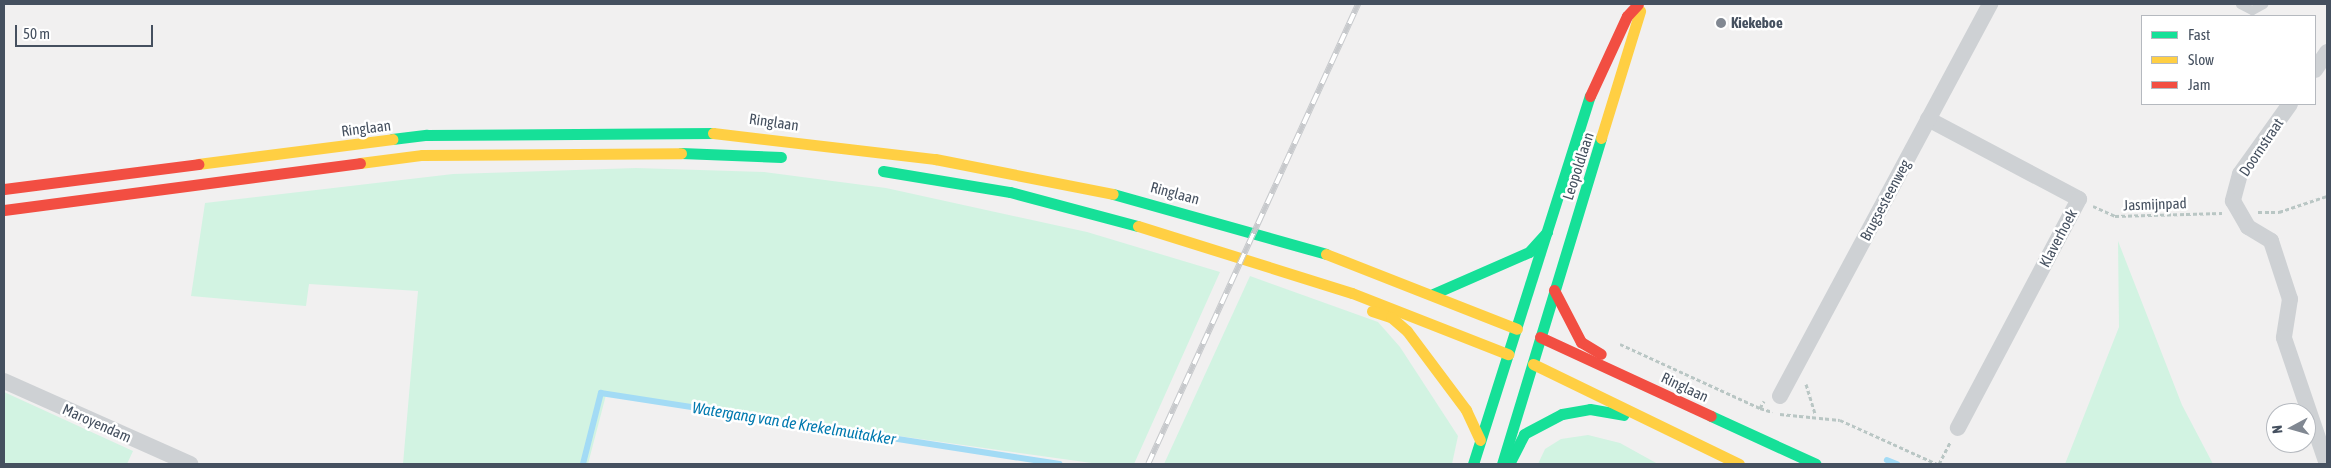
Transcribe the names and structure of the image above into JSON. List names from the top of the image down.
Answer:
{
  "streets": {
    "main road": ["Ringlaan", "Leopoldlaan"],
    "street": [
      "Doornstraat",
      "Brugsesteenweg",
      "Klaverhoek",
      "Maroyendam"
    ],
    "path": ["Jasmijnpad"]
  },
  "crossings": [
    ["Ringlaan", "Leopoldlaan"],
    ["Doornstraat", "Jasmijnpad"],
    ["Brugsesteenweg", "Klaverhoek"],
    ["Jasmijnpad", "Klaverhoek"]
  ],
  "water": ["Watergang van de Krekelmuitakker"],
  "places": ["Kiekeboe"],
  "legend": ["Fast", "Slow", "Jam"],
  "scale_bar": "50 m",
  "north": "left"
}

→ WHAT TO PRODUCE
Leave nothing out but the pictures when transcribing the records.

→ EXPECTED ANSWER
Transcribe the names and structure of the image above into JSON. List names from the top of the image down.
Answer:
{
  "streets": {
    "main road": ["Ringlaan", "Leopoldlaan"],
    "street": [
      "Doornstraat",
      "Brugsesteenweg",
      "Klaverhoek",
      "Maroyendam"
    ],
    "path": ["Jasmijnpad"]
  },
  "crossings": [
    ["Ringlaan", "Leopoldlaan"],
    ["Doornstraat", "Jasmijnpad"],
    ["Brugsesteenweg", "Klaverhoek"],
    ["Jasmijnpad", "Klaverhoek"]
  ],
  "water": ["Watergang van de Krekelmuitakker"],
  "places": ["Kiekeboe"],
  "legend": ["Fast", "Slow", "Jam"],
  "scale_bar": "50 m",
  "north": "left"
}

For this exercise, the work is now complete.